An hour later, I’d come up with a feasible approach to Enid DePauw: Milo following up, post-Zelda, just to ask how she was doing, had she or anyone on her staff noticed anything in the neighborhood they wanted to discuss.

All in the name of diligent public service.

But instead of telling Milo, I made an uneducated guess about when White Glove Cleaning would be finishing their St. Denis Lane chores, drove back to lower Bel Air at three forty-five p.m., and parked south of the DePauw estate.

Uneducated because I had no idea how many cleaners were in the van or the details of the assignment.

I endured thirty-five minutes without spotting another human being and began to wonder if I’d missed a brief drop-in to polish furniture or something along those lines. I decided to leave at five p.m., was about to start up the Seville when the gates to the DePauw estate opened and the van’s blocky white nose edged toward the street.

I jumped out and went over, smiling and waving and making myself conspicuous.

The van stopped. The driver’s window was down. Young Latina at the wheel, an even younger Latina in the passenger seat, both drinking bottled water. They wore pink button-down shirts with White Glove and a broom logo sewn in black on the breast pocket. The driver had wrapped a bandanna around long black hair.

Pretty girl. Both of them were. A tattoo on the driver’s neck read Tonio.

She said, “Hi!”

“Hi.
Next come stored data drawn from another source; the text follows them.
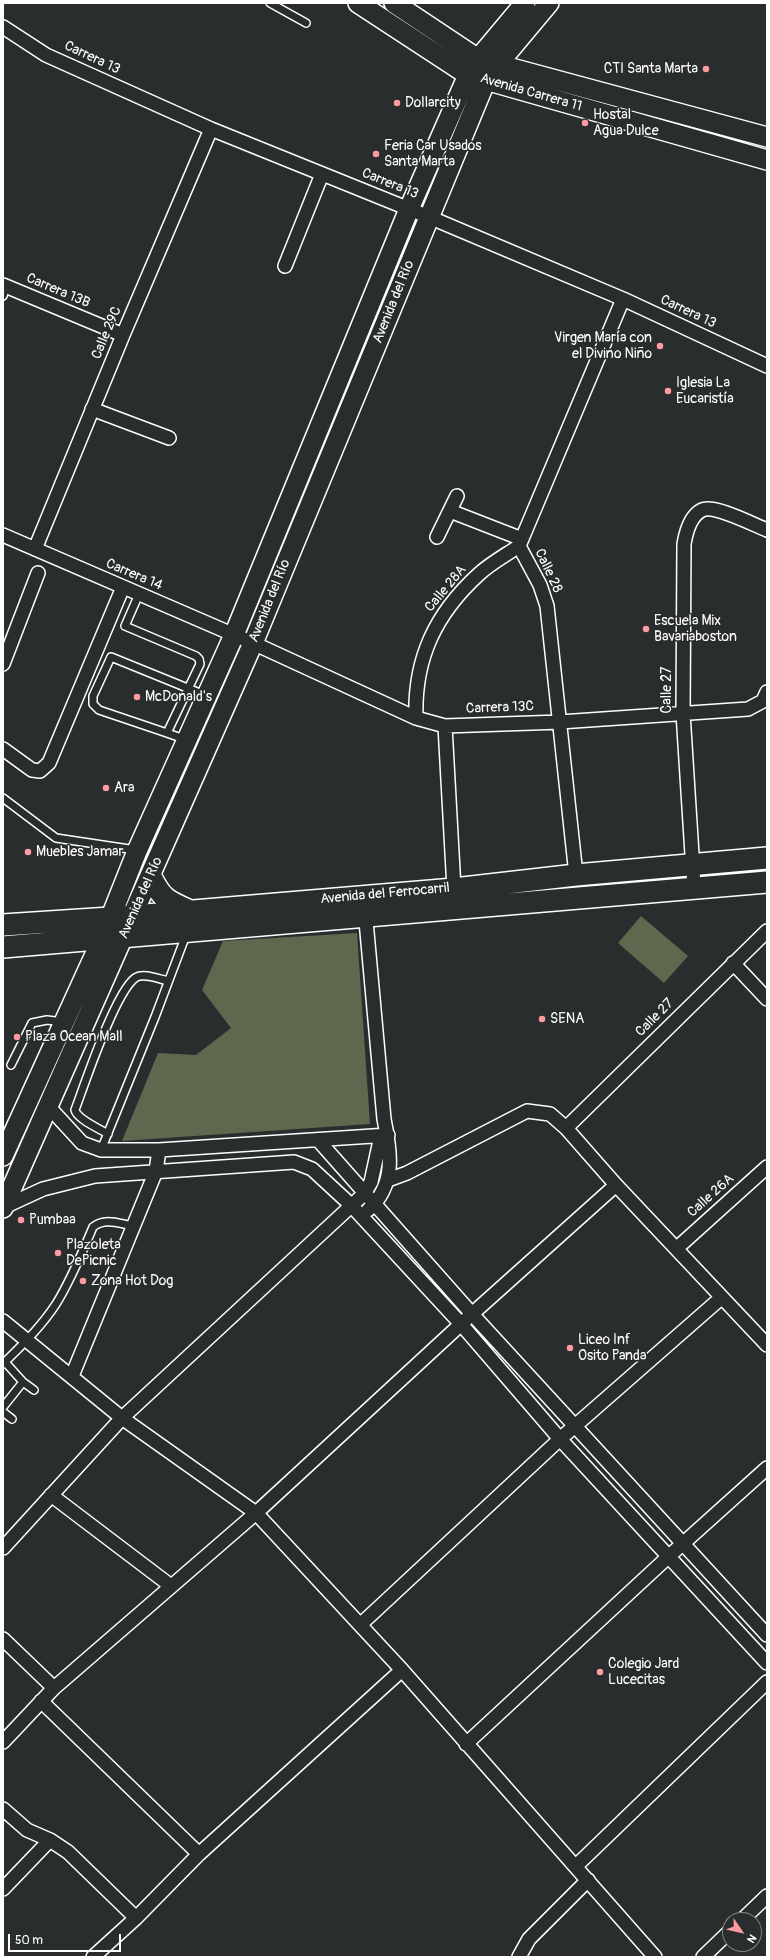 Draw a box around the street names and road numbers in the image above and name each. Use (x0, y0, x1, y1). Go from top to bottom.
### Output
street label: Carrera 13 (61, 38, 123, 78)
street label: Avenida Carrera 11 (478, 70, 584, 116)
street label: Carrera 13 (359, 165, 421, 203)
street label: Avenida del Río (370, 258, 418, 346)
street label: Carrera 13B (24, 270, 92, 312)
street label: Carrera 13 (657, 292, 719, 332)
street label: Calle 29C (88, 304, 126, 362)
street label: Calle 28 (531, 546, 565, 596)
street label: Carrera 14 (103, 556, 165, 594)
street label: Avenida del Río (246, 557, 294, 645)
street label: Calle 28A (422, 562, 470, 616)
street label: Calle 27 (659, 667, 675, 713)
street label: Carrera 13C (466, 698, 534, 718)
street label: Avenida del Río (115, 854, 167, 942)
street label: Avenida del Ferrocarril (320, 880, 450, 908)
street label: Calle 27 (632, 995, 678, 1041)
street label: Calle 26A (684, 1171, 738, 1221)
I live around here and I’m looking for someone to clean.”

“That’s what we do.” Wink. “We’re good.

“How long have you been working here?”

“Two weeks?” She turned to her companion.

The other girl thought. “Yeah, around.”

I said, “It’s a big house.”

“We’re used to that,” said the driver.

“Will Mrs. DePauw give you a reference?”

Puzzled looks.

“Who?” said the passenger.

“The woman who owns the place.”

“I dunno her.”

The driver reached behind, lifted a purse, searched, handed me a stiff white business card.

J. Yarmuth Loach, Esq.
Revelle, Winters, Loach, Russo, LLP.

The address, a Seventh Street penthouse, downtown.

I said, “This man owns the house?”

“He let us in, gave the key.”

“Mrs. DePauw’s not home?”

“No one’s home. We’re bonded, that’s why we get trusted.” Sunny smile. “You can trust us.”

A senior partner at a white-shoe firm gofering for an important client.

I said, “Okay, I’ll talk to him.”

“Take our card — here.”

Cheap stock, beige. White Glove’s West L.A. office on Pico near Centinela. As I took it, her fingers brushed mine and her neck stretched, elongating Tonio’s imprimatur.

Lashes fluttered. “Call, we’ll help you real good.”